### Dataset excerpts ###

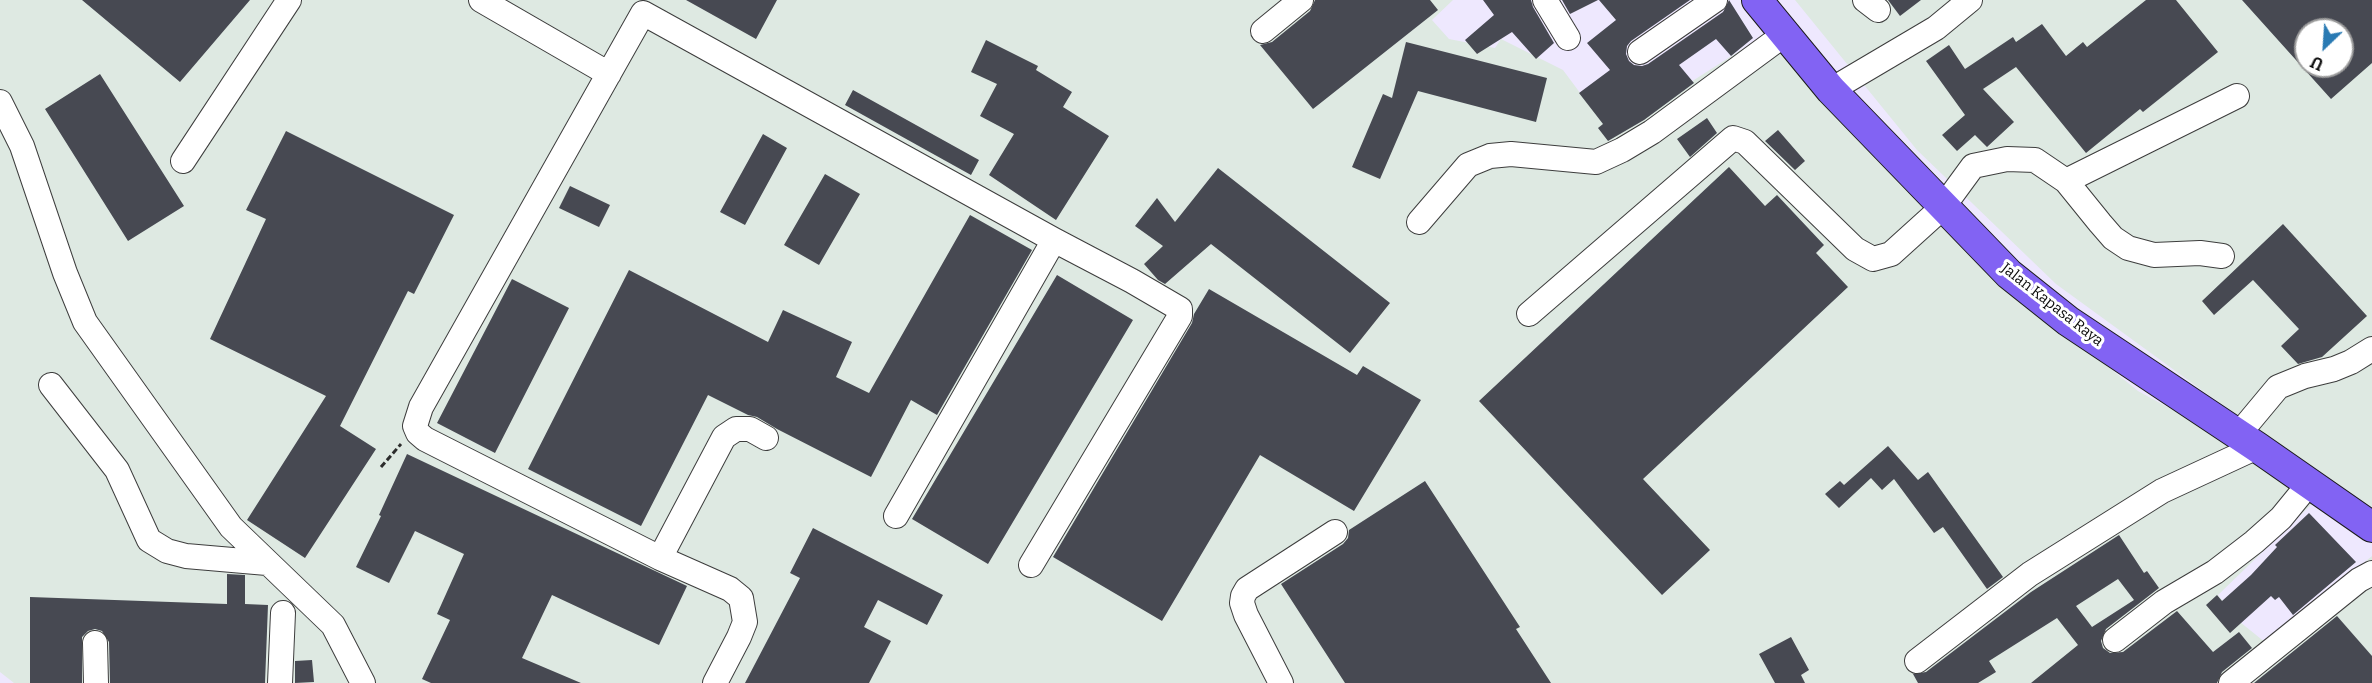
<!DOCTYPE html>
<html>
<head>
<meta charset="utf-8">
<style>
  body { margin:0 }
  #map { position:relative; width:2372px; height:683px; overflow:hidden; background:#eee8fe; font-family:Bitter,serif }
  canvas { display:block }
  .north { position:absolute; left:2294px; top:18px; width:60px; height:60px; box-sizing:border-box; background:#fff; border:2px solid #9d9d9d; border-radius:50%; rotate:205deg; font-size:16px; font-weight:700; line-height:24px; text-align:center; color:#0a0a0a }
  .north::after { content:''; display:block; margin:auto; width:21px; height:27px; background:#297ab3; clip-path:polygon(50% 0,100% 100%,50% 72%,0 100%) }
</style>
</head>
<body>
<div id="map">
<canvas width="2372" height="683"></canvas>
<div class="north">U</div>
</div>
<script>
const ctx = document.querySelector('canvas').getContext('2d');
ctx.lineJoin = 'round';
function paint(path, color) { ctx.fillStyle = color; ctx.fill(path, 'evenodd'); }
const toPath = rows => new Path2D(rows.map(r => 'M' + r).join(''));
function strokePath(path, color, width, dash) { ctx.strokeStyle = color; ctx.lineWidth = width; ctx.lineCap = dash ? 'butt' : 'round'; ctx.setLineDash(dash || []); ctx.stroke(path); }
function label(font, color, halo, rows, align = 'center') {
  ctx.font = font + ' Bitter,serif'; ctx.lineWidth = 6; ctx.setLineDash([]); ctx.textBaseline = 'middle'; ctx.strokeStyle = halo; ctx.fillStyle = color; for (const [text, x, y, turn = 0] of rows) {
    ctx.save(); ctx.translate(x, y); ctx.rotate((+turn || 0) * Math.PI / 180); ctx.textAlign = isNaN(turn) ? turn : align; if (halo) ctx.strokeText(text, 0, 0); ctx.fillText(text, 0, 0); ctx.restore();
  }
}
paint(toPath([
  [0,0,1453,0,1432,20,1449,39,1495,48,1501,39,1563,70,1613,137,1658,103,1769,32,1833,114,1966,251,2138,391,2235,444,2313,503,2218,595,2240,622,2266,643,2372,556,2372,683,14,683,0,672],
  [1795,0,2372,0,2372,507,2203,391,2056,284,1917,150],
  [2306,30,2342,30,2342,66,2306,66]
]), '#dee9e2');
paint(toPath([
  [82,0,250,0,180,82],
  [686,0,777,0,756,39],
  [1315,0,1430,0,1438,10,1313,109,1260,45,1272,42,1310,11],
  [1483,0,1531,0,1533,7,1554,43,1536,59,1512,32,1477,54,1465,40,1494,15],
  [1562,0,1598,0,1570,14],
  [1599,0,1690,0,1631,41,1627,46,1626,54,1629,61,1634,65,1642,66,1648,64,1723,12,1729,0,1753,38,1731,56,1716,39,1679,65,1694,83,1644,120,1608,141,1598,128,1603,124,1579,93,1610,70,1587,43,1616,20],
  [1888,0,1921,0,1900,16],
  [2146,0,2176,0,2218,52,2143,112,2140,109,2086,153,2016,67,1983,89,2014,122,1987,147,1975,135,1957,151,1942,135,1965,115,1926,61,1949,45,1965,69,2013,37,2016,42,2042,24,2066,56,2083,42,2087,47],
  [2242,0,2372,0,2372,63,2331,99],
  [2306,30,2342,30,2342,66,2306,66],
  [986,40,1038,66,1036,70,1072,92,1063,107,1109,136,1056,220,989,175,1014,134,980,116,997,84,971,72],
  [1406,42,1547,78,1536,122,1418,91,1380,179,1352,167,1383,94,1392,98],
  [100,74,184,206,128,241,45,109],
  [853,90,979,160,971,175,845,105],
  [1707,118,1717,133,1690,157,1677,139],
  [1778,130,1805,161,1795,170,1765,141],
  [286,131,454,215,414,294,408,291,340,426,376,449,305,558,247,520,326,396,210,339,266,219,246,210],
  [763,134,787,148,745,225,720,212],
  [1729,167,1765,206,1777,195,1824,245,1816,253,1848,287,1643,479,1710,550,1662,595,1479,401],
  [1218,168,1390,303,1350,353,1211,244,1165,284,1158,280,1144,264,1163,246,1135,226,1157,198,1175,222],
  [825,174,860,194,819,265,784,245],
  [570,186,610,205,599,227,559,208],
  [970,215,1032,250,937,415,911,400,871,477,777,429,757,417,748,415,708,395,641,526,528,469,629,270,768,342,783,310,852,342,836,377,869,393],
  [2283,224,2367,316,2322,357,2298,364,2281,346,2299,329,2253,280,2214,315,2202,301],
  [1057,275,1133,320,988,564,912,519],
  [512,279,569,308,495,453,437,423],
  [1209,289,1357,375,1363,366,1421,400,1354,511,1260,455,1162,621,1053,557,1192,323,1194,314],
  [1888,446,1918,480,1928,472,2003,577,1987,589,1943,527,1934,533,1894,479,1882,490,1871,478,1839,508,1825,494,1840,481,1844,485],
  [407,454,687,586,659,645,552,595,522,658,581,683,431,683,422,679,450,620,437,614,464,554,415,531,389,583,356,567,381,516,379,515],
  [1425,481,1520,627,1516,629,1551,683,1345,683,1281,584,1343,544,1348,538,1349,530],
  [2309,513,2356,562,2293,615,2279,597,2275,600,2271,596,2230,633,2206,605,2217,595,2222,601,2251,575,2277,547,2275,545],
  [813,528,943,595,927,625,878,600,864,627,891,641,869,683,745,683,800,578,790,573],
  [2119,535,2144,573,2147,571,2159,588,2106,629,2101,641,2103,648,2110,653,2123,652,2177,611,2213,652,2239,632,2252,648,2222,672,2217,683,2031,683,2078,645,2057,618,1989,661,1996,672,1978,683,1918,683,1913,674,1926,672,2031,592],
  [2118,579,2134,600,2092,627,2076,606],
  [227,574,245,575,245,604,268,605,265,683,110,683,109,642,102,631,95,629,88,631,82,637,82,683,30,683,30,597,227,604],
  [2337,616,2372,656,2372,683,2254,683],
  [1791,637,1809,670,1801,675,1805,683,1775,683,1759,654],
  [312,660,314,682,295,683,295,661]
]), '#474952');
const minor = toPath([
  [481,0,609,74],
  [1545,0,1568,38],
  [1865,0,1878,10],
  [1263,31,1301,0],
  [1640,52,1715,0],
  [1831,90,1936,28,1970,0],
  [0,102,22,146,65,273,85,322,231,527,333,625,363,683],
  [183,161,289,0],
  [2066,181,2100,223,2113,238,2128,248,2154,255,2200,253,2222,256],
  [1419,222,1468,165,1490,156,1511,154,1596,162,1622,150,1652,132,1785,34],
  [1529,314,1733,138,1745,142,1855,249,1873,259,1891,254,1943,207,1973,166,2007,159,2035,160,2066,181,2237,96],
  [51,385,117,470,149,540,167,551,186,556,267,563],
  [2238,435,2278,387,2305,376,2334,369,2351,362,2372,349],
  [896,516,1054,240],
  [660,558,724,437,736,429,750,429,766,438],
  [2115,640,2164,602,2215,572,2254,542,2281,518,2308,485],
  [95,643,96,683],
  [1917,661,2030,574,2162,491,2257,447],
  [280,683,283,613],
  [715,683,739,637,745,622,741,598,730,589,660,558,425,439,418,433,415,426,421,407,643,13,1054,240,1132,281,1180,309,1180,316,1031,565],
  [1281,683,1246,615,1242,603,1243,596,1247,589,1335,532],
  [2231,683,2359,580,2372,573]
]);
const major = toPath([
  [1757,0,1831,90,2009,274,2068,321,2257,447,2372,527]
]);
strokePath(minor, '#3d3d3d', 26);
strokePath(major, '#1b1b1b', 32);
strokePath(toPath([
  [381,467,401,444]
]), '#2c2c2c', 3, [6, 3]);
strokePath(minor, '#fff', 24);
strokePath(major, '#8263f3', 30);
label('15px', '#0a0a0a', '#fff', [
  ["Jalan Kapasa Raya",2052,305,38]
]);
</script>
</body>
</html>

###

* **Brief**
The lines of the records that contain the string "center" should be located and copied.

* **Reply to the task**
  .north { position:absolute; left:2294px; top:18px; width:60px; height:60px; box-sizing:border-box; background:#fff; border:2px solid #9d9d9d; border-radius:50%; rotate:205deg; font-size:16px; font-weight:700; line-height:24px; text-align:center; color:#0a0a0a }
function label(font, color, halo, rows, align = 'center') {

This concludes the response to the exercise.